• [WORK TASK]:
Read the records below and copy each line that contains "shadow".

• [Data entries]:
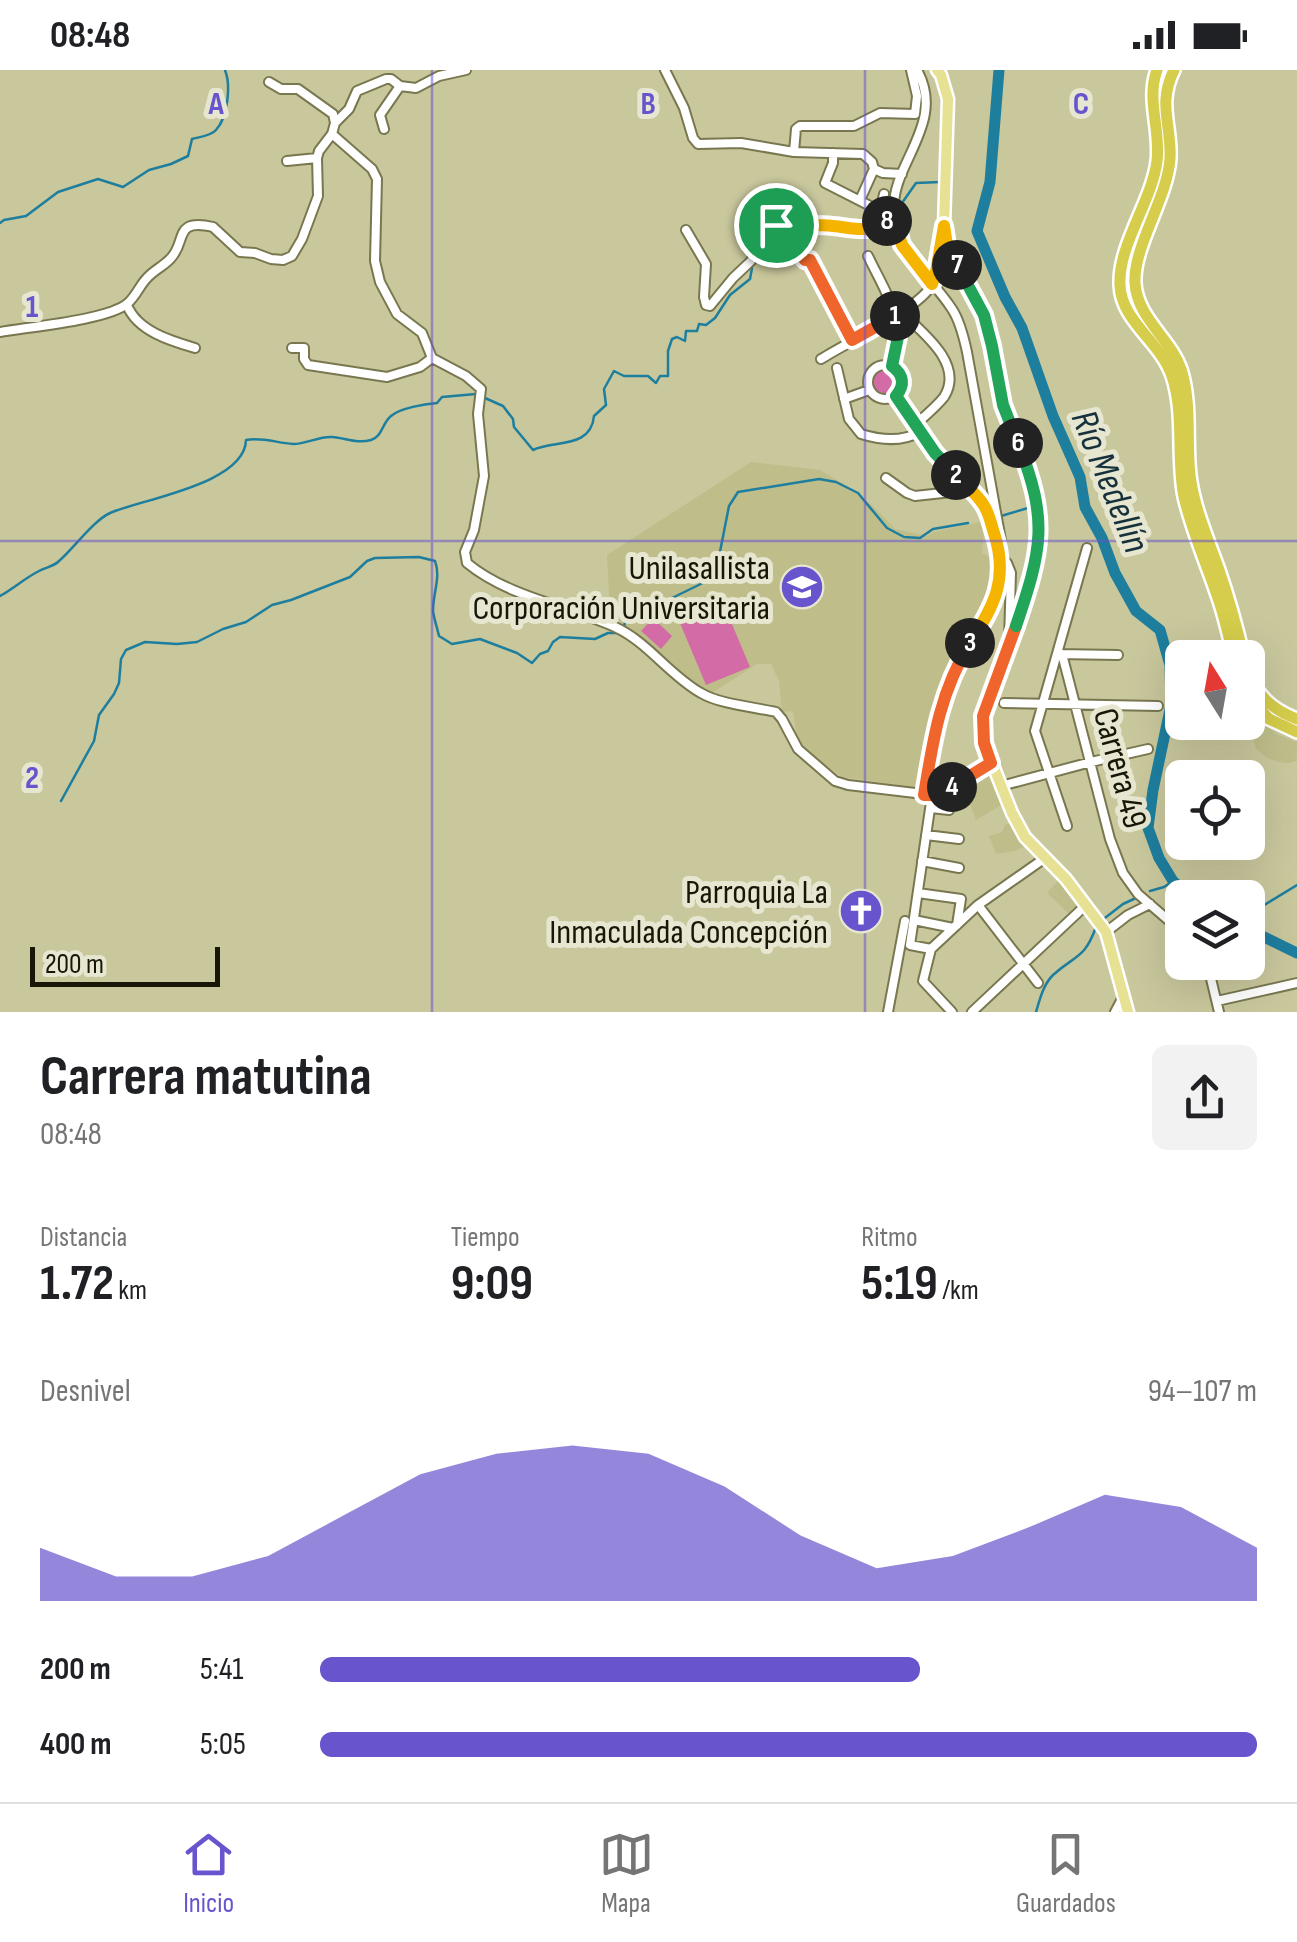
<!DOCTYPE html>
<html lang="es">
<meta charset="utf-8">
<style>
body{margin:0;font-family:"Sofia Sans Condensed",sans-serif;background:#f2f2f2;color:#202124;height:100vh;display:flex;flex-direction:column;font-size:38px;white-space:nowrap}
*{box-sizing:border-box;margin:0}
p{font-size:32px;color:#757577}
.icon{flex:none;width:55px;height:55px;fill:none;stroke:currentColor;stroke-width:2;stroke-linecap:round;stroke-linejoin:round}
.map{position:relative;height:942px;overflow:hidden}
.side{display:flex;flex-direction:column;background:#fff;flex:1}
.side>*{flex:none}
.needle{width:65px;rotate:349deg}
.buttons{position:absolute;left:1165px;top:570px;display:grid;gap:20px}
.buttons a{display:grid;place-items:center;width:100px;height:100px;border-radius:15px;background:#fff;box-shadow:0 10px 40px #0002;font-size:50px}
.scale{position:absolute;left:30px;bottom:25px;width:190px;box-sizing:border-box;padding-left:10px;border:5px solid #181707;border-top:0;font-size:28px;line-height:35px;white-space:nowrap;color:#181707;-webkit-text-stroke:8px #e7e7d1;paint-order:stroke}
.pin{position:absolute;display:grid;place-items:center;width:85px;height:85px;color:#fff;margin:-42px;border:5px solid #fff;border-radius:50%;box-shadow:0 2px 10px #0007}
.km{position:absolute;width:50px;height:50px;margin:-25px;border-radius:50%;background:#222;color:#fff;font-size:28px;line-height:50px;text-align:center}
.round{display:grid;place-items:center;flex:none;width:105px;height:105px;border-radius:15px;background:#f2f2f2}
.overview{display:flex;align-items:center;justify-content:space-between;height:170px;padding:0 40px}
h1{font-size:55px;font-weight:700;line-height:75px}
.figures{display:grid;grid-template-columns:repeat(3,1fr);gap:15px;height:170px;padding:10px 40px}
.figures div{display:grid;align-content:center}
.figures b{font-size:50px;font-weight:700}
.figures small{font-size:28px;font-weight:400}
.figures p{font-size:28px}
.chart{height:280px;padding:20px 40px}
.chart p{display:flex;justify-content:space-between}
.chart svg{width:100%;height:180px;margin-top:10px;fill:#6854cd;opacity:.7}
ul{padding:0 40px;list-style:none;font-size:32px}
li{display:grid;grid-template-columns:160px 120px 1fr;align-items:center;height:75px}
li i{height:25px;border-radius:12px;background:#6854cd}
.status{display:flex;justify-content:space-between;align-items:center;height:70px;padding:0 50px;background:#fff;direction:ltr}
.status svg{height:28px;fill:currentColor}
.menu{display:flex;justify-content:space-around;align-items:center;height:140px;border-top:2px solid #e0e0e0;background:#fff;font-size:28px;color:#757577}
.menu a{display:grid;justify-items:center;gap:5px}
.menu .on{color:#6854cd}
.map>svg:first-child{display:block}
.built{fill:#bfbe8b}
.green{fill:#d26ba6}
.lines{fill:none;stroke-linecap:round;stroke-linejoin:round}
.stream{stroke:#1e7e9e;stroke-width:2.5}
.river{stroke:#1e7e9e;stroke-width:11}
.minor-casing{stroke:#79774f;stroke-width:12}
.major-casing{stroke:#fff;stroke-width:15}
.highway-casing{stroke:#fff;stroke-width:16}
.minor{stroke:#fff;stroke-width:8}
.major{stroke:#e6e193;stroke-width:10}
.highway{stroke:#d5cd4b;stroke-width:11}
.split-1-casing{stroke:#fff;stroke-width:20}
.split-2-casing{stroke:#fff;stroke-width:20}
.split-3-casing{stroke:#fff;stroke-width:20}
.split-4-casing{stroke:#fff;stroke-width:20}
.split-5-casing{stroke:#fff;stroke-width:20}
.split-6-casing{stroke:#fff;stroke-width:20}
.split-7-casing{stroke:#fff;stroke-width:20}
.split-8-casing{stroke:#fff;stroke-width:20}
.split-9-casing{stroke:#fff;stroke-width:20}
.split-1{stroke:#f0652b;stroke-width:12}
.split-2{stroke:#22a559;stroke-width:12}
.split-3{stroke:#f5b400;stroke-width:12}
.split-4{stroke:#f0652b;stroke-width:12}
.split-5{stroke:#f0652b;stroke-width:12}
.split-6{stroke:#22a559;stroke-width:12}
.split-7{stroke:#22a559;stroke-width:12}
.split-8{stroke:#f5b400;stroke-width:12}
.split-9{stroke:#f5b400;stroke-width:12}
.grid{fill:none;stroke:#6854cd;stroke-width:2.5;stroke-opacity:0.55}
.labels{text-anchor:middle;stroke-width:10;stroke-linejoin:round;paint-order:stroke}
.poi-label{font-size:35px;fill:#181707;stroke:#e7e7d1;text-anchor:end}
.street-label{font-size:35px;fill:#181707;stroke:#e7e7d1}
.water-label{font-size:38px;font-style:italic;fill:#16313c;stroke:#e7e7d1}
.grid-label{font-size:32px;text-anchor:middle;font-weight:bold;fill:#6854cd;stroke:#e7e7d1;stroke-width:10;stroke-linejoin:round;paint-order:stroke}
</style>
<div class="status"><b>08:48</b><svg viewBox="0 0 49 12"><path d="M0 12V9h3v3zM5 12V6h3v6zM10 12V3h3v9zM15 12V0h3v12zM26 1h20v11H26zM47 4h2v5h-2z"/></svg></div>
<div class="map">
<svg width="1297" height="942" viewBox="0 0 1297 942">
<rect width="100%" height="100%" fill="#c9c79c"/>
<path class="built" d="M751,392L820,400L842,413L874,437L895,459L927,466L934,462L985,451L982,483L996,490L998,494V510L988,540L953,595L943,616L935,642L921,718L842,707L802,678L797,668L793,641L782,642L779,611L771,594H757L712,623L688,608L610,543L607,485Z
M1254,645L1278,665L1297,672V691L1289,693L1279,692L1267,688L1256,679L1249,655Z
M989,699L1003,734L976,750L964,717Z
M1011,753L1025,776L1015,781L996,784L989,766L1002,762L1005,755Z
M1058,811L1080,836L1070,845L1047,823Z"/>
<path class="green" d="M882,299C894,301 902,312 895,324H885L871,318L873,308Z
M721,528L750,597L706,615L677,546Z
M653,548L672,566L661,579L641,561Z"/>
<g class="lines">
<path class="stream" d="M902,133L916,113L940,112
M0,153L4,150L26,146L58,122L98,109L123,117L149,100L171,94L188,86L192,69C199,67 211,66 216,60C228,47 231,15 225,0
M749,188C757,155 762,144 798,148
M485,328L503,336L513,349L514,357L533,380C554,370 591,379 594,346L606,335L604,319L614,301L624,306H648L656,313L660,306H668V281L672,269L677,267L685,271L686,261H697L699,254L706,255L715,248L730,225L750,209L752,198L750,194
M1001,446L1028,438L1033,441
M0,526C13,519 25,508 39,501C46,497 53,497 59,491C74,478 93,451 110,443C142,429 245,414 246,370C263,367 277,373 293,374C307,374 319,366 332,367C346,368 357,374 371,370C383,366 382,353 391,346C400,338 425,334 437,333L442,327L476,324
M61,731L94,671L99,645L114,624L119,613L121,589L126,580L145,572L177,574L197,572L223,559L246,552L272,535L291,530L350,507L367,491L375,488L419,487L435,491C441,507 433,523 433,541C434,549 437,557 439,566L452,574L480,569L517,583L532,593L540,584L548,581L553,572L560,567L595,569L608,563H618L624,557L626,547L631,542L652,532L670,529L715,507L729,436L738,422L819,409L836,412L858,423L887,458L904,467L920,468L933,459L968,453
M1150,821L1164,817L1173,811
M1248,845L1297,815
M1101,851L1123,834L1136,828
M1036,942C1040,929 1043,915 1053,905C1076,884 1084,890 1096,857"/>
<path class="river" d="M999,0L990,112L977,161L1005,227L1022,258L1053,346L1080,407L1085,437L1102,468L1115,503L1136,541L1160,560L1170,595L1171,635L1153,720L1148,758L1159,788L1173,811L1192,828
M1248,859L1297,883"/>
<g class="minor-casing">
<path id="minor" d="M665,0L684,38L693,68L698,74L741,73L794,82L863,84L872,92L874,99L883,103L902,104
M917,0C947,53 891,94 894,140C896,183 930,205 952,239C960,251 964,268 967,282L1001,470L998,474C1012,537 966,564 947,617C934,651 930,689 925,725
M269,12L281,19H298L333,44L335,53
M384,59L380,45L400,16
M332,64L372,99L377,109L375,191L380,212L397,244L422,263L432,288L466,306L481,319L478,344L484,406L474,460L465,482L467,493C508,527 568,536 615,557C648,572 669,605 701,623C719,634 754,637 776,642L782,649L798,679L835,711L848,715L932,725L944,722L991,693
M794,82L796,59L800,56H854L880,43L915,44L917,26L911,0
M833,83V93L825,113L880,141L894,143
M287,91L317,88
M860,130L874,99
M880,141L884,124
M776,155L805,189L810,190L851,270
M686,160L706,194L704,227L706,235L710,236L733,208L751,191L765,162L776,155C792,156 809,155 825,155C857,156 864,168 894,146
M868,186C888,228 906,248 892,296
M127,235C137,261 171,271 195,278
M901,242C922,262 965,294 944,327C936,337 925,346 915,355
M0,262C28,257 109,250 128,233C136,226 140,215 147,208C154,200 164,196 171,188C187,171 173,148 213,157L240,182L255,183L271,189L283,190L292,186L302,169L318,126L317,88L319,81L332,64L335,53L349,39L357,21L386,9H391L400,16L416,18L439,6L466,0
M292,278H304V289L308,295L387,307L420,297L432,288
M821,289C848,272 913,241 929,219C940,205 939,181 942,164
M868 312a17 17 0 1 1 34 0a17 17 0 1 1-34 0Z
M837,298L849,349L861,364C880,370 902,372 920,362
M896,327L935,383L983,433L996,469
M844,329L869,320
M886,408L907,423L915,426L970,420
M1001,487L1007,493L1011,503L1009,570
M1057,584L1118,585
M1062,584L1110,769L1123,803L1138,824L1182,862
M1004,633L1158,636
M1001,716L1091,692L1148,679
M931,738L949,740
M1067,756L1035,661L1087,478
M926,765L959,769
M922,791L959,798
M918,823L961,829L957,855
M978,835L1038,913
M914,850L953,858
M1106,862L1128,845L1150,834
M931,879L910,875L932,725
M1207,892L1219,942
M1217,931L1297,913
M888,942L905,851
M952,942L923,911L931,879L978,835L1045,788
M972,942L1086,835
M1115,942L1124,925"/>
</g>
<g class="major-casing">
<path id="major" d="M937,0L941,5L948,29L944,156L947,175L984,245L992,276L1003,335L1031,408L1038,440L1039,463L1036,494L1010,574L987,633L982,655L984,673L1012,743L1025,767L1066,809L1106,862L1128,942"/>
</g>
<g class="highway-casing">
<path id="highway" d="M1157,0C1146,30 1161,60 1157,91C1152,131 1118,175 1120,215C1121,251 1160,271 1172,306C1185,345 1176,387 1184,427C1192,461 1207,495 1218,528C1225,548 1229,568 1234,588
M1174,0C1157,34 1172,56 1170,89C1167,129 1133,177 1135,213C1137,248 1170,268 1181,299C1192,334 1186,370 1190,405C1194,438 1208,469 1219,500C1229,529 1237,558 1244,588
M1248,600C1256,625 1272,640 1297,649
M1248,626L1269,649L1297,662"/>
</g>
<use href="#minor" class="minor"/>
<use href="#major" class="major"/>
<use href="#highway" class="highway"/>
</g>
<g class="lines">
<g class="split-1-casing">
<path id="split-1" d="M776,155L805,190H810L852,270L895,246"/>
</g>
<g class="split-2-casing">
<path id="split-2" d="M895,246L896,245L898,267L892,296C904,305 905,315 896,326L935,383L956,405"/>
</g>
<g class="split-3-casing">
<path id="split-3" d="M956,405C965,415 976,423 983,434C989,442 991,454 994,463C1009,509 994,536 970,573"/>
</g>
<g class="split-4-casing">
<path id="split-4" d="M952,717L936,725H924C933,670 940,622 970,573"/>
</g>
<g class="split-5-casing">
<path id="split-5" d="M952,717L991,693L984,673L983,646L1016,556"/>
</g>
<g class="split-6-casing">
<path id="split-6" d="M1016,556C1042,479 1049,451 1018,373"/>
</g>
<g class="split-7-casing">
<path id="split-7" d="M957,195L984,245L992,276L1003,335L1018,373"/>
</g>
<g class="split-8-casing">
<path id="split-8" d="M887,151L894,146L902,175L932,214L936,202L944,156L947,175L957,195"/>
</g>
<g class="split-9-casing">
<path id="split-9" d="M776,155C794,156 814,154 833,156C854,158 868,164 887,151"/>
</g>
<use href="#split-1" class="split-1"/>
<use href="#split-2" class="split-2"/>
<use href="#split-3" class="split-3"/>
<use href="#split-4" class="split-4"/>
<use href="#split-5" class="split-5"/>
<use href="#split-6" class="split-6"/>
<use href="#split-7" class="split-7"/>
<use href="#split-8" class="split-8"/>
<use href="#split-9" class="split-9"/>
</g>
<path class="grid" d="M432,0V942M865,0V942M0,471H1297"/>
<defs>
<g id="university-disc" transform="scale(2.25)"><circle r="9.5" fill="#6854cd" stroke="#e7e7d1"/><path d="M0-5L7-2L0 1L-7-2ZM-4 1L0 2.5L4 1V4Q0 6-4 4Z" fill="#fff"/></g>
<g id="church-disc" transform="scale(2.25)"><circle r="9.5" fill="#6854cd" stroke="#e7e7d1"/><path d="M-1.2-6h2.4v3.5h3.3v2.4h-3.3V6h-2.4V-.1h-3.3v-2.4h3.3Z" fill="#fff"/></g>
</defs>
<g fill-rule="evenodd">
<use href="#university-disc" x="802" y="517"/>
<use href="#church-disc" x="861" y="841"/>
</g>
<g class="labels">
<g class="poi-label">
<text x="770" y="509">Unilasallista<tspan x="770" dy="40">Corporación Universitaria</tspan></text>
<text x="828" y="833">Parroquia La<tspan x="828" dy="40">Inmaculada Concepción</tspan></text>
</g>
<g class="street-label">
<text transform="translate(1121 698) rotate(75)" y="12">Carrera 49</text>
</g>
<g class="water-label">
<text transform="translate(1111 411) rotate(68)" y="13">Río Medellín</text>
</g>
</g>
<g class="grid-label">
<text x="216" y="44">A</text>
<text x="648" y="44">B</text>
<text x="1081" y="44">C</text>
<text x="32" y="247">1</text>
<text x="32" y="718">2</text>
</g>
</svg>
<div class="buttons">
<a><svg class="needle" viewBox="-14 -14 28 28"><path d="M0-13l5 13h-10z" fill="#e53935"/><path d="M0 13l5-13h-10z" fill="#757577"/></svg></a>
<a><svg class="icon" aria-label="locate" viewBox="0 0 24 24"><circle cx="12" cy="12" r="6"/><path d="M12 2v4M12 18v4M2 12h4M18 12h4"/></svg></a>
<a><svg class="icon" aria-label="layers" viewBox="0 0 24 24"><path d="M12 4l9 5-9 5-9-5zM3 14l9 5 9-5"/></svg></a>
</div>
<div class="scale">200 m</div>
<div class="pin" style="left:776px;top:155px;background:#1e9e55"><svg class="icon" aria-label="arrive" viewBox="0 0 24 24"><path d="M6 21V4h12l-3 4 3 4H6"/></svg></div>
<b class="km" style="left:895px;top:246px">1</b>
<b class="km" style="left:956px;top:405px">2</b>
<b class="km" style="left:970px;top:573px">3</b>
<b class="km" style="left:952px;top:717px">4</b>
<b class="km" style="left:1018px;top:373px">6</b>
<b class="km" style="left:957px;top:195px">7</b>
<b class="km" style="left:887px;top:151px">8</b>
</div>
<section class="side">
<div class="overview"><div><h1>Carrera matutina</h1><p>08:48</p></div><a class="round"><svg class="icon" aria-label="share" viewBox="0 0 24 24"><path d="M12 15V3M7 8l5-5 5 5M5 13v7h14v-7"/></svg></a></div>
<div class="figures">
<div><p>Distancia</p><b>1.72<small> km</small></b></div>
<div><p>Tiempo</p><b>9:09</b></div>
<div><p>Ritmo</p><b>5:19<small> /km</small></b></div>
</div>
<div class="chart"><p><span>Desnivel</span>94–107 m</p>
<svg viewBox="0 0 160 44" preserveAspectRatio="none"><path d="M0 44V31L10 38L20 38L30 33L40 23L50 13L60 8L70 6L80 8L90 16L100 28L110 36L120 33L130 26L140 18L150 21L160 31V44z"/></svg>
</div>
<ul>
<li><b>200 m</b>5:41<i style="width:64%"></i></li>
<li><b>400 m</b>5:05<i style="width:100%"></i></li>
</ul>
</section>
<nav class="menu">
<a class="on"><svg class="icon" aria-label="home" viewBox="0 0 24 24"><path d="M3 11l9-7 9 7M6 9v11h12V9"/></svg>Inicio</a>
<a><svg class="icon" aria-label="map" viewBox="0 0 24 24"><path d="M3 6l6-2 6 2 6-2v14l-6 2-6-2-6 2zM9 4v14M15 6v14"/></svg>Mapa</a>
<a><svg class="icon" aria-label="saved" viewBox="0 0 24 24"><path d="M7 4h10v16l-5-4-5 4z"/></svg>Guardados</a>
</nav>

• [ANSWER FOR THE TASK]:
.buttons a{display:grid;place-items:center;width:100px;height:100px;border-radius:15px;background:#fff;box-shadow:0 10px 40px #0002;font-size:50px}
.pin{position:absolute;display:grid;place-items:center;width:85px;height:85px;color:#fff;margin:-42px;border:5px solid #fff;border-radius:50%;box-shadow:0 2px 10px #0007}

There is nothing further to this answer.